2025-10-05 09:01:42,451 [INFO] [oidc.py:404]	Doing 'refresh_token' token request 'https://identity.dataspace.copernicus.eu/auth/realms/CDSE/protocol/openid-connect/token' with post data fields ['grant_type', 'client_id', 'refresh_token'] (client_id 'sh-b1c3a958-52d4-40fe-a333-153595d1c71e')
2025-10-05 09:01:42,604 [INFO] [connection.py:352]	Obtained tokens: ['access_token', 'id_token', 'refresh_token']
2025-10-05 09:01:42,605 [INFO] [c

Authenticated using refresh token.


### Create the UDP and save it on the backend

`create_efast_udp` creates a list of parameters (UDP parameters are described here: https://open-eo.github.io/openeo-python-client/udp.html)



In [5]:
params, process_graph = create_efast_udp(connection)
process_id = "efast"

connection.save_user_defined_process(
    user_defined_process_id=process_id,
    process_graph=process_graph,
    parameters=params,
)

2025-10-05 09:01:42,897 [INFO] [efast.py:36]	Skipping intermediate 's2_bands'
2025-10-05 09:01:42,898 [INFO] [efast.py:154]	Setting s3_dtc_patch_length_px=36 and s3_dtc_overlap_length_px=18
2025-10-05 09:01:42,899 [INFO] [efast.py:36]	Skipping intermediate 's3_cloud_mask'
2025-10-05 09:01:42,901 [INFO] [efast.py:36]	Skipping intermediate 's3_distance_to_cloud'
2025-10-05 09:01:42,901 [INFO] [efast.py:36]	Skipping intermediate 's3_distance_score'
2025-10-05 09:01:42,901 [INFO] [efast.py:36]	Skipping intermediate 's3_bands_and_distance_score'
2025-10-05 09:01:42,902 [INFO] [efast.py:36]	Skipping intermediate 's3_composite_data_bands'
2025-10-05 09:01:42,902 [INFO] [efast.py:36]	Skipping intermediate 's3_composite_data_bands_smoothed'
2025-10-05 09:01:42,903 [INFO] [efast.py:36]	Skipping intermediate 's2_cloud_mask'
2025-10-05 09:01:42,903 [INFO] [efast.py:36]	Skipping intermediate 's2_cloud_mask_mean'
2025-10-05 09:01:42,903 [INFO] [efast.py:36]	Skipping intermediate 's2_cloud_mask_coars

### Create a datacube from the saved UDP

In [6]:
cube = connection.datacube_from_process(
    process_id=process_id,
    spatial_extent={
        "west": -15.456047,
        "south": 15.665024,
        # "east": -15.425491,
        # "north": 15.687501,
        "east": -15.325491,
        "north": 15.787501,
    },
    temporal_extent=["2022-09-07", "2022-09-27"],
    target_time_series=[
        "2022-09-07",
        "2022-09-09",
        "2022-09-11",
        "2022-09-13",
        "2022-09-15",
        "2022-09-17",
        "2022-09-19",
        "2022-09-21",
        "2022-09-23",
        "2022-09-25",
        "2022-09-27",
    ],
    s2_data_bands=["B02", "B03", "B04", "B8A"],
    fused_band_names=["B02_fused", "B03_fused", "B04_fused", "B8A_fused"],
)

### Send a request to the backend

OpenEO supports synchronous and asynchronous execution.
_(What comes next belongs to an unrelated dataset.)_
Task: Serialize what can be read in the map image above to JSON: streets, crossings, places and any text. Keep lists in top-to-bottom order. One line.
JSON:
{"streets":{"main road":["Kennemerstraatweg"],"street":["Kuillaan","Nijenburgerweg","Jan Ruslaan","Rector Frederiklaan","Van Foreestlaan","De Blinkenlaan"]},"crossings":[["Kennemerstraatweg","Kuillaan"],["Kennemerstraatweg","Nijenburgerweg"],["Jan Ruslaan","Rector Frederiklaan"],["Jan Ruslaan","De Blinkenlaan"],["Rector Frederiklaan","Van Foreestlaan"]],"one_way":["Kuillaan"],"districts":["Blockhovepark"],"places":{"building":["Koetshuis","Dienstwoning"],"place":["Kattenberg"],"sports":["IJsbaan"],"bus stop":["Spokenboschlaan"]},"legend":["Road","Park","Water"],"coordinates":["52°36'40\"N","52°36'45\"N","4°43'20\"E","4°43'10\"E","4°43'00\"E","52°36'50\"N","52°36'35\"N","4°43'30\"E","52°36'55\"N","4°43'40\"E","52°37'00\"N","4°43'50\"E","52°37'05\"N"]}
When executing synchronously, the results are provided in the HTTP response. For synchronous execution, backend logs can't be accessed. This is only useful for quick tests but has the advantage that one does not need to wait for the job to be queued. Synchronous execution only supports small jobs and little data, as it will time out or refuse otherwise.

Asynchronous execution creates a job, starts it and fetches results asynchronously. Here, the session can be interrupted and results downloaded days later than the request submission.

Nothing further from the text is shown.